A high quality metal shed will incorporate design features like ventilation, which should avoid the issue of condensation, however occasionally dampness can be caused by external sources. If there is any moisture in the foundations, the warmer air inside the shed will rise and settle on the cold metal panels. The damp will then condense and drip down, creating a cycle, and once this process is established it is not terribly easy to halt, making prevention rather than cure, a better idea. If you have yet to create the foundation for your metal shed, there are few rules to ensure that condensation never raises its ugly head.

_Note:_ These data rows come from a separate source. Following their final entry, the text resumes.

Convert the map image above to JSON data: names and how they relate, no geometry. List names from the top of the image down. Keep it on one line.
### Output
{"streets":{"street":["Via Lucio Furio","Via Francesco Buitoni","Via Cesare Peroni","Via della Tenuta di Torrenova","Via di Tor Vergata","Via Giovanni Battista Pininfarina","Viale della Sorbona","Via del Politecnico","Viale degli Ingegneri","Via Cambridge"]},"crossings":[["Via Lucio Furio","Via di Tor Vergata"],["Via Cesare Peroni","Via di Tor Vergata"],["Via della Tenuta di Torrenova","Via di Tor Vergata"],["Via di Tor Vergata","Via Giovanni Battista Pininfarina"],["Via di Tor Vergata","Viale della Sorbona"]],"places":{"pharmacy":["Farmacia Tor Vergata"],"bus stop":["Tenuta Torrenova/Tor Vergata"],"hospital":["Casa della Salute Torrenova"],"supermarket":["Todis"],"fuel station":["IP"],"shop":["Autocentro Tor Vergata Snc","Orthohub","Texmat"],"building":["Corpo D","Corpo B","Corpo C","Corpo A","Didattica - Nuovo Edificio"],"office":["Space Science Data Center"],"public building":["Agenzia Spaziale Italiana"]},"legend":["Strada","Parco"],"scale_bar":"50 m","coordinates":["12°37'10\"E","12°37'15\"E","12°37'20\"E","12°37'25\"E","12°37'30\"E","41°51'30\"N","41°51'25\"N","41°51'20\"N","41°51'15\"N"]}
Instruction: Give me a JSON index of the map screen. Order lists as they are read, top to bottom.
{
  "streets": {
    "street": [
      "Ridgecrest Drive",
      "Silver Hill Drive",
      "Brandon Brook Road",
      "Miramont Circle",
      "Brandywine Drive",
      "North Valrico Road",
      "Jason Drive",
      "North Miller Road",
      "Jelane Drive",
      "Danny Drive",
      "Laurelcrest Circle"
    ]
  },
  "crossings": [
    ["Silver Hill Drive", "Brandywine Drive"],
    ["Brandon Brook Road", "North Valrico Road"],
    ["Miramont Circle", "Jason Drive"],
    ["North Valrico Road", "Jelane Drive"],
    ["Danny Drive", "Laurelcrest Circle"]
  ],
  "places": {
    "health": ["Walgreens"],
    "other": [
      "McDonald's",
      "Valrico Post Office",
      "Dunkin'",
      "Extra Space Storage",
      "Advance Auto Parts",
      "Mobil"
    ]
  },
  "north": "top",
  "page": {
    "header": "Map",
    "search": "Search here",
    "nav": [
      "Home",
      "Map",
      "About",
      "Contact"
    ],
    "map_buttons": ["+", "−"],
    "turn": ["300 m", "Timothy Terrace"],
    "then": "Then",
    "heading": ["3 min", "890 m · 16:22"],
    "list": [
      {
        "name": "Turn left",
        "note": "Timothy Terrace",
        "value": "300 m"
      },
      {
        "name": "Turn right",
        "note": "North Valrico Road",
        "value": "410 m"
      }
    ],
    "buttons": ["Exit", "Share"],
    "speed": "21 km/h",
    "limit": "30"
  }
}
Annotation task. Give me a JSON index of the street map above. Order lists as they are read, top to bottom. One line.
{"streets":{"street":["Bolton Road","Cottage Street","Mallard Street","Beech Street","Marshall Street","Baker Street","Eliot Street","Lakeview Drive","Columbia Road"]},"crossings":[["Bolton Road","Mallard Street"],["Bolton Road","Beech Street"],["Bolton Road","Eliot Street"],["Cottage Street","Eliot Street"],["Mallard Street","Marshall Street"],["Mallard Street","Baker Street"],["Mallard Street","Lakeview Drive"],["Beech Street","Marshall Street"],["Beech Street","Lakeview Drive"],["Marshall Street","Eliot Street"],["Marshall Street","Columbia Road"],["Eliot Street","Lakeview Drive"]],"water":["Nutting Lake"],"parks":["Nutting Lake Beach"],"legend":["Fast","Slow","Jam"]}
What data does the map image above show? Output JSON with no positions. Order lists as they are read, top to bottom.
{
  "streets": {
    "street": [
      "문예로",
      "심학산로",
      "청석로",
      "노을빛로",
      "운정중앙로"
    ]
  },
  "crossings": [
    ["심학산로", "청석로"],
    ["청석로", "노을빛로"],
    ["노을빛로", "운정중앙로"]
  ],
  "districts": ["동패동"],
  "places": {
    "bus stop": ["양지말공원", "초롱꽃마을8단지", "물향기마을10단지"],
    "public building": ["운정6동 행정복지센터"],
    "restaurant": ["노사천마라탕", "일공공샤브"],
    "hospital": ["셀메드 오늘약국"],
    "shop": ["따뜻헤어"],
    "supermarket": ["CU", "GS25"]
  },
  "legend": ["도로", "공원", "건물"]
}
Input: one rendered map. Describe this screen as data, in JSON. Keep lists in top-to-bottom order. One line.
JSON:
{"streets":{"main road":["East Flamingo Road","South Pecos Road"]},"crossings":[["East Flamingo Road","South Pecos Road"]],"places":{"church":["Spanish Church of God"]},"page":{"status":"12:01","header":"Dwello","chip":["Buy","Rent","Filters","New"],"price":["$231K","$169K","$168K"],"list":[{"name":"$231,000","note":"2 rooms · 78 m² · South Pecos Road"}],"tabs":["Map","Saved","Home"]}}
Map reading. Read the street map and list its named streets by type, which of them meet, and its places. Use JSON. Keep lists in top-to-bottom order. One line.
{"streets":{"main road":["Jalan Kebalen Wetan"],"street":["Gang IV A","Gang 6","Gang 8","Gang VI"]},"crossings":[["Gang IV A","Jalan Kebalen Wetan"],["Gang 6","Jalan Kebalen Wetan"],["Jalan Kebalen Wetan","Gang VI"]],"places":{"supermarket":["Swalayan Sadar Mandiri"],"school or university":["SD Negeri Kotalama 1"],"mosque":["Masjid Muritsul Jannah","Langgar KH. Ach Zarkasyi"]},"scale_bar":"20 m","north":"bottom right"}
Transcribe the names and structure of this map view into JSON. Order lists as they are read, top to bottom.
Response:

Make your base whether concrete or slab, a few inches larger than the base rail of the shed,
- Place a damp-proof membrane into the foundations at least two inches higher than ground level.
- Ensure that the newly laid foundations of your shed are allowed to cure for around 3-7 days, or longer if conditions are damp. This will avoid creating possible water related problems caused by insufficiently dried concrete.
- When ready, bolt down your shed to the base and apply a silicone or mastic sealant to the inside shed base rails. By applying this to the inside you will facilitate trouble free drainage, while preventing water seepage into the shed.
If you have already constructed your metal shed and base and are currently faced with the problem of condensation, there are still ways of tackling this.
- Remove your shed from its base and place a timber floor which is a few inches larger than the shed base measurements on raised bearers.
- Secure the shed to the wooden floor using wood screws, and mastic seal the inside base rails of the shed.
- Ensure regularly that water cannot stop ventilation by collecting underneath the floor.
- Wait for a nice warm day, and begin by wiping down the underside of the roof panels with methylated spirits.
- When dry attach polystyrene tiles to the underside with spray glue which is designed to bond polystyrene to metal and is impervious to heat and cold.
- This insulation cannot eradicate moisture within your shed, however condensation should no longer be an issue.